S2DS – 3 weeks

, , Leave a comment

I’m three weeks (out of five) in the S2DS course and it already feels like we haven’t done anything and will not have enough time. Truth is, we’ve been super busy, working more than full time on the project. Thankfully – although we didn’t think it was a good thing at first – we have a mid-project presentation on Tuesday, which forced us to sit back and reflect. What have we done? What is our plan? Well, we actually have done a lot and we still have a lot of options. We are also in a much better position to advise our company what we can do, what we need and what we can’t do just yet.
For one thing, we’ve finally understood the structure of the NGO, and the data. I recently read again the description of the data and realised that almost everything was there. But during the first week, it was just impossible to understand it, as too many things were new: the team, the data, and the NGO. But now we know much better what we have in our hands, and I’m glad to be working for an NGO as I understand better the complexity and specificity of their functioning. And data is mostly clean! It took so long to do it; the data was such a mess (hello email address stored with phones, O instead of 0, inconsistent data split across many sheet..). The trouble is, making a machine reading what has been stored to be read by a human is not straightforward. Many old companies and charities have legacy databases that have been imported into very compliant databases. That’s were our cleaning began.
Then obviously the data is not stored as we need it. Not just for the analysis, but also to understand what we can do. For too long during this project we’ve looked at the mess of data we had without being able to question it. But now we’re ready and still have time to see what we can do!

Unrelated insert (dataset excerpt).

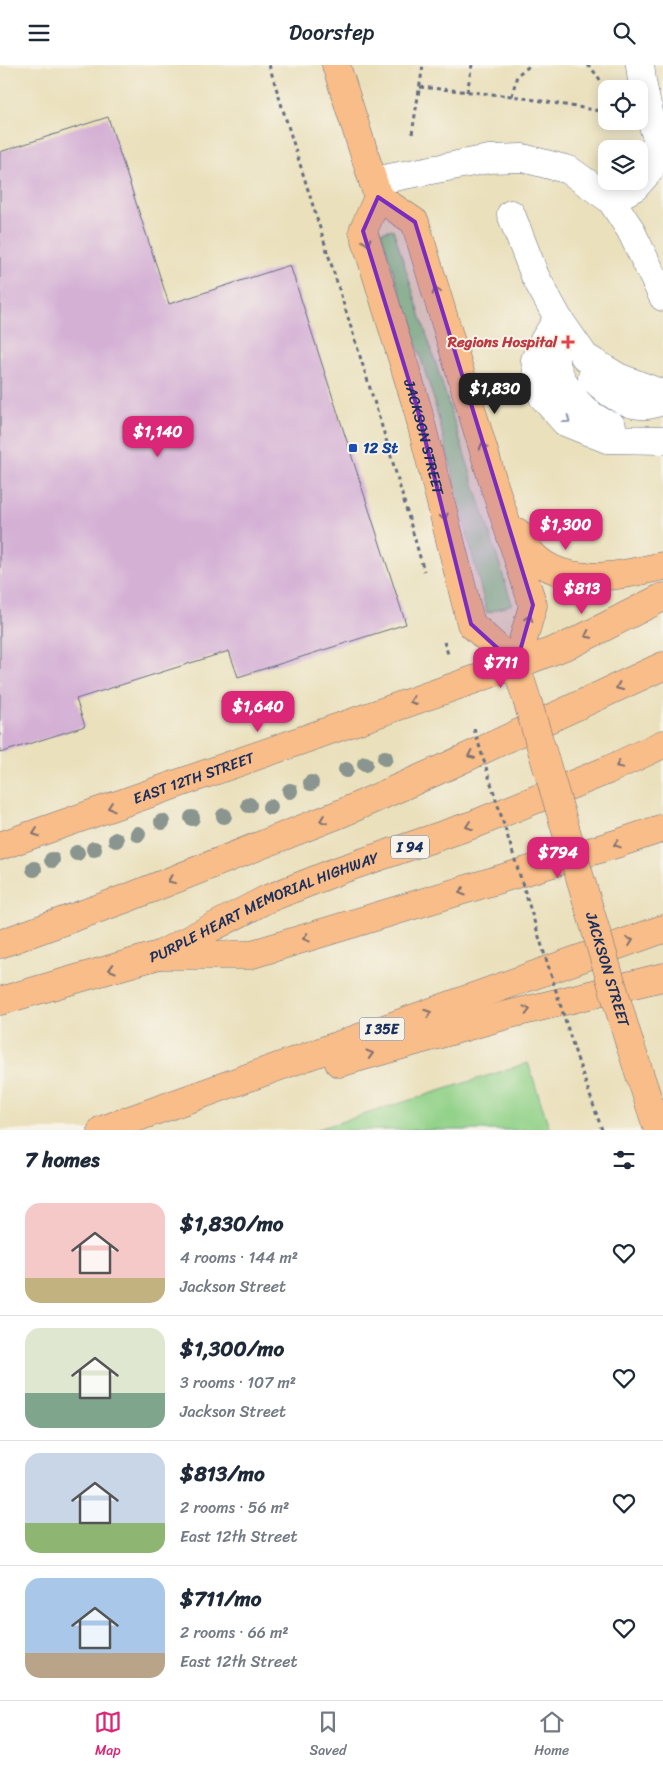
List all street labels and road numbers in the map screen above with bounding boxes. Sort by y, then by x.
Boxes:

What have I learned so far?

Our projet so far has mainly consisted of data cleaning, data sourcing, database handling, and data propping. Others in the group are currently doing some natural language processing, or spatial analysis.

Data sourcing

I’ve managed to source data from a Facebook page (using their API), Twitter (with twitter search API and Twitter API), and a forum (using scrapy).
Interestingly, a Facebook page has the same structure than a forum: multiple posts, each of them having comments; a bit like a tree. At first I found it hard to get the hang of the step order and loops to walk through each post, its comments, and going to the next post. At some point I was reopening the file storing comments and erasing all data in! Anyway, I managed something mostly satisfactory and hope to have learned for next time.
With Twitter I learned a lot about ‘waiting’ since we cannot scrape that much data.. it took my computer 2 days to scrape 50k followers.
With the forum, I sharpened again my xpath skills, which is really good to be able to extract info from structured pages such as html and xml documents.
I’m also becoming a master at using command lines to merge CSV files, merge Excel sheets into one, and generally mess things around. The day I sent a file into a non-existing folder is way behind me (what happened to that file? it went into nothingness apparently..)

Data cleaning

We had data of different formats, especially text, but also dates and phone numbers. Some dates were not entered in a recognised format so we had to transform it: e.g. 20061203.0 for 3rd March 2006. I managed to clean it out so pandas could read it as a date. The phone numbers were largely unconsistent, not just because some used a space, a dash, or dots, but also the country code as +44, +44 (0), or 0044. Worst was “Lancs 12345” to indicate Lancashire prefix followed with 12345. huh. Serioulously. Many were stored this way.

Database handling

So far I had mainly used MySQL to stored data and iteract with it in PHP and SQL. This time we used sqlite, and we query it from python. That’s really handy, since we have 2Gb csv files. We also used draw.io to draw the database structure in a collaborative way.
Now that the data is mostly clean, we can finally query it!